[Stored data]
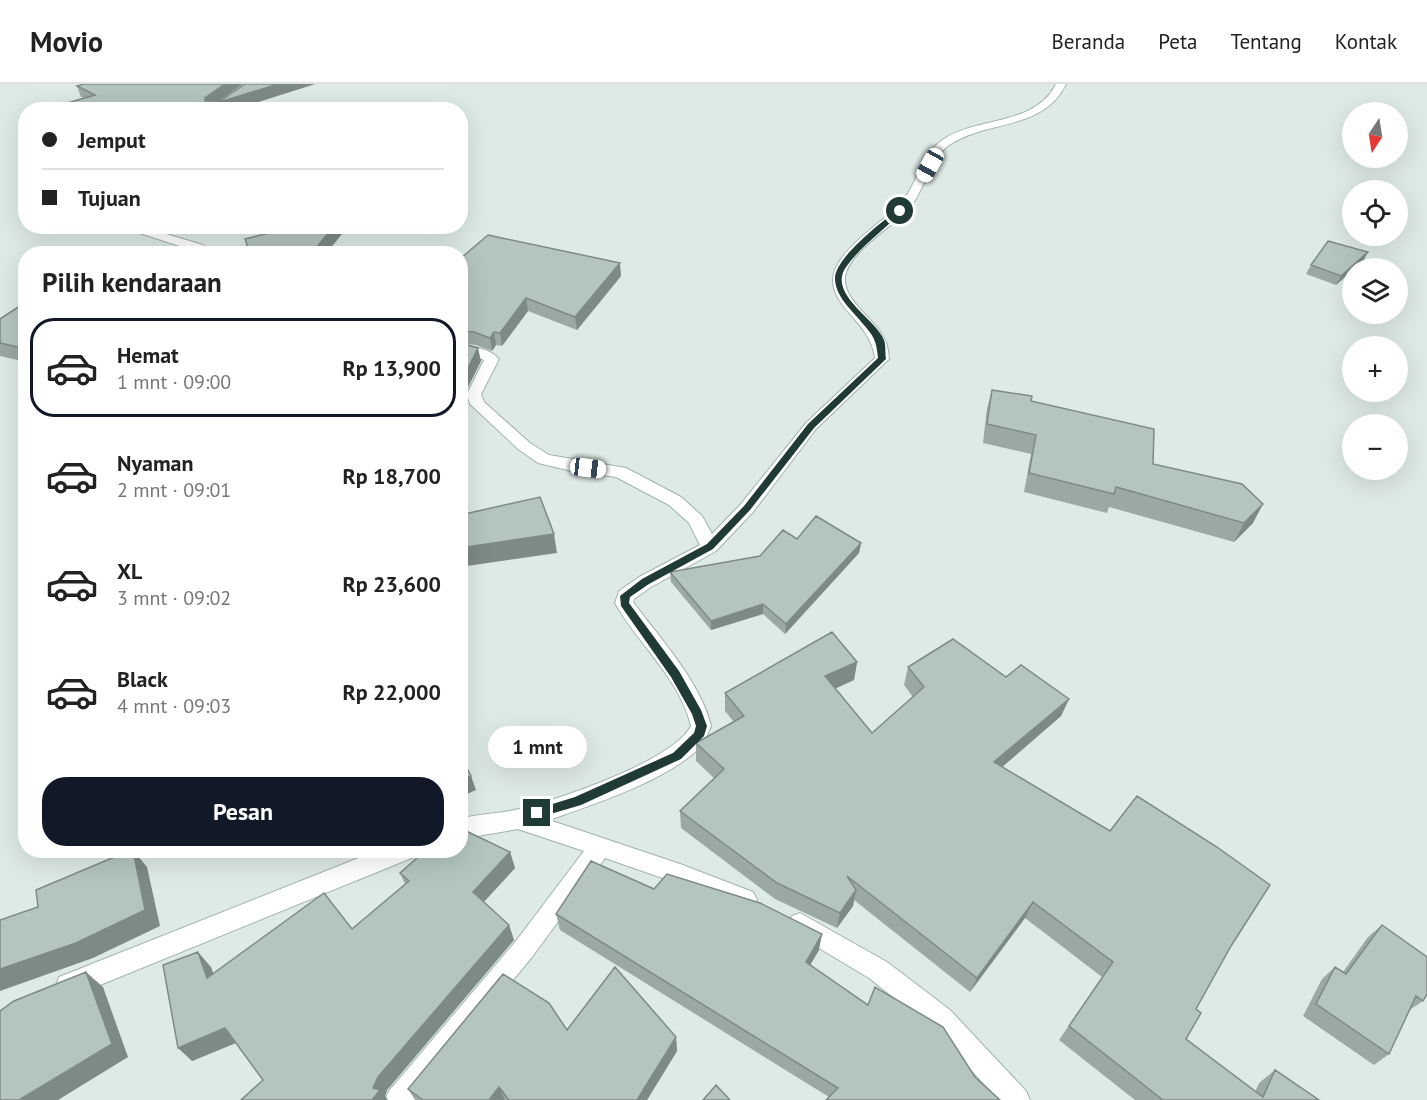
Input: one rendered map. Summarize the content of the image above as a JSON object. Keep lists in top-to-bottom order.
{
  "north": "bottom",
  "page": {
    "header": "Movio",
    "nav": [
      "Beranda",
      "Peta",
      "Tentang",
      "Kontak"
    ],
    "map_buttons": ["+", "−"],
    "banner": ["Jemput", "Tujuan"],
    "heading": "Pilih kendaraan",
    "list": [
      {
        "name": "Hemat",
        "note": "1 mnt · 09:00",
        "value": "Rp 13,900"
      },
      {
        "name": "Nyaman",
        "note": "2 mnt · 09:01",
        "value": "Rp 18,700"
      },
      {
        "name": "XL",
        "note": "3 mnt · 09:02",
        "value": "Rp 23,600"
      },
      {
        "name": "Black",
        "note": "4 mnt · 09:03",
        "value": "Rp 22,000"
      }
    ],
    "bubble": "1 mnt",
    "buttons": "Pesan"
  }
}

Your goal: Reproduce every record in full. Leave out the images.

Exercise response:
Input: one rendered map. Summarize the content of the image above as a JSON object. Keep lists in top-to-bottom order.
{
  "north": "bottom",
  "page": {
    "header": "Movio",
    "nav": [
      "Beranda",
      "Peta",
      "Tentang",
      "Kontak"
    ],
    "map_buttons": ["+", "−"],
    "banner": ["Jemput", "Tujuan"],
    "heading": "Pilih kendaraan",
    "list": [
      {
        "name": "Hemat",
        "note": "1 mnt · 09:00",
        "value": "Rp 13,900"
      },
      {
        "name": "Nyaman",
        "note": "2 mnt · 09:01",
        "value": "Rp 18,700"
      },
      {
        "name": "XL",
        "note": "3 mnt · 09:02",
        "value": "Rp 23,600"
      },
      {
        "name": "Black",
        "note": "4 mnt · 09:03",
        "value": "Rp 22,000"
      }
    ],
    "bubble": "1 mnt",
    "buttons": "Pesan"
  }
}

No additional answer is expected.